- **Exercise goal**: Reproduce the listing that follows so that each line matches the original exactly.

- **Records shown**:
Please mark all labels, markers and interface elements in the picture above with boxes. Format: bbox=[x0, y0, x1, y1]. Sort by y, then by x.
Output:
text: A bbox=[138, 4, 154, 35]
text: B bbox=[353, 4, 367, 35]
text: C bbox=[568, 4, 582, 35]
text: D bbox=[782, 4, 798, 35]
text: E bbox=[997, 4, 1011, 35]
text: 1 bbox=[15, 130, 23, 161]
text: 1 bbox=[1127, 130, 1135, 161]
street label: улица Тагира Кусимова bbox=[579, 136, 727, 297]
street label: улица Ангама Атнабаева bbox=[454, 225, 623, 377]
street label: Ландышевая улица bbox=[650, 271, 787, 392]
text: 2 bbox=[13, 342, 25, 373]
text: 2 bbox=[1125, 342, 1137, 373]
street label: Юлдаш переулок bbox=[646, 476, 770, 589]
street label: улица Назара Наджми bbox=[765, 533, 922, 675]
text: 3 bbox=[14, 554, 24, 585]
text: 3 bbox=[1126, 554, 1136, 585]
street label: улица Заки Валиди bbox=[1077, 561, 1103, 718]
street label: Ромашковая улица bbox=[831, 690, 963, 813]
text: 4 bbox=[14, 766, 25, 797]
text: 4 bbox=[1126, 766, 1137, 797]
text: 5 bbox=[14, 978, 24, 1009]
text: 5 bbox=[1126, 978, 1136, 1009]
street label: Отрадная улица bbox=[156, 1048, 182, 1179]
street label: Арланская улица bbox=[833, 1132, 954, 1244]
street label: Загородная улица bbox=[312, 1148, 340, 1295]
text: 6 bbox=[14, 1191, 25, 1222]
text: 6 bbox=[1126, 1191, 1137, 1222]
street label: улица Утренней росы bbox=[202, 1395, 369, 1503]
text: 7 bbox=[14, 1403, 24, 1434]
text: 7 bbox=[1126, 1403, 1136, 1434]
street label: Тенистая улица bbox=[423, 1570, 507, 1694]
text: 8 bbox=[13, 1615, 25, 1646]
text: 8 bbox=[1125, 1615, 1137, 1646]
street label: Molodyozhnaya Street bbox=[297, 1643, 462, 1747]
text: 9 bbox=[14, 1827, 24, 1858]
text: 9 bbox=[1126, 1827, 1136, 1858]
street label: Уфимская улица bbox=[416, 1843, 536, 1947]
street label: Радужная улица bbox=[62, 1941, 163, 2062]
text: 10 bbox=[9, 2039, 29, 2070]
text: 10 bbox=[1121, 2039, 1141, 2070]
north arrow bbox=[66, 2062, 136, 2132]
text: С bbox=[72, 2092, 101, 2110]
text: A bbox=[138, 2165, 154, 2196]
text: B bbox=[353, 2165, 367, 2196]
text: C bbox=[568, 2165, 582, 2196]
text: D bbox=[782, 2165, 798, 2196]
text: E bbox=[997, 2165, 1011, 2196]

- **Task response**:
Please mark all labels, markers and interface elements in the picture above with boxes. Format: bbox=[x0, y0, x1, y1]. Sort by y, then by x.
Output:
text: A bbox=[138, 4, 154, 35]
text: B bbox=[353, 4, 367, 35]
text: C bbox=[568, 4, 582, 35]
text: D bbox=[782, 4, 798, 35]
text: E bbox=[997, 4, 1011, 35]
text: 1 bbox=[15, 130, 23, 161]
text: 1 bbox=[1127, 130, 1135, 161]
street label: улица Тагира Кусимова bbox=[579, 136, 727, 297]
street label: улица Ангама Атнабаева bbox=[454, 225, 623, 377]
street label: Ландышевая улица bbox=[650, 271, 787, 392]
text: 2 bbox=[13, 342, 25, 373]
text: 2 bbox=[1125, 342, 1137, 373]
street label: Юлдаш переулок bbox=[646, 476, 770, 589]
street label: улица Назара Наджми bbox=[765, 533, 922, 675]
text: 3 bbox=[14, 554, 24, 585]
text: 3 bbox=[1126, 554, 1136, 585]
street label: улица Заки Валиди bbox=[1077, 561, 1103, 718]
street label: Ромашковая улица bbox=[831, 690, 963, 813]
text: 4 bbox=[14, 766, 25, 797]
text: 4 bbox=[1126, 766, 1137, 797]
text: 5 bbox=[14, 978, 24, 1009]
text: 5 bbox=[1126, 978, 1136, 1009]
street label: Отрадная улица bbox=[156, 1048, 182, 1179]
street label: Арланская улица bbox=[833, 1132, 954, 1244]
street label: Загородная улица bbox=[312, 1148, 340, 1295]
text: 6 bbox=[14, 1191, 25, 1222]
text: 6 bbox=[1126, 1191, 1137, 1222]
street label: улица Утренней росы bbox=[202, 1395, 369, 1503]
text: 7 bbox=[14, 1403, 24, 1434]
text: 7 bbox=[1126, 1403, 1136, 1434]
street label: Тенистая улица bbox=[423, 1570, 507, 1694]
text: 8 bbox=[13, 1615, 25, 1646]
text: 8 bbox=[1125, 1615, 1137, 1646]
street label: Molodyozhnaya Street bbox=[297, 1643, 462, 1747]
text: 9 bbox=[14, 1827, 24, 1858]
text: 9 bbox=[1126, 1827, 1136, 1858]
street label: Уфимская улица bbox=[416, 1843, 536, 1947]
street label: Радужная улица bbox=[62, 1941, 163, 2062]
text: 10 bbox=[9, 2039, 29, 2070]
text: 10 bbox=[1121, 2039, 1141, 2070]
north arrow bbox=[66, 2062, 136, 2132]
text: С bbox=[72, 2092, 101, 2110]
text: A bbox=[138, 2165, 154, 2196]
text: B bbox=[353, 2165, 367, 2196]
text: C bbox=[568, 2165, 582, 2196]
text: D bbox=[782, 2165, 798, 2196]
text: E bbox=[997, 2165, 1011, 2196]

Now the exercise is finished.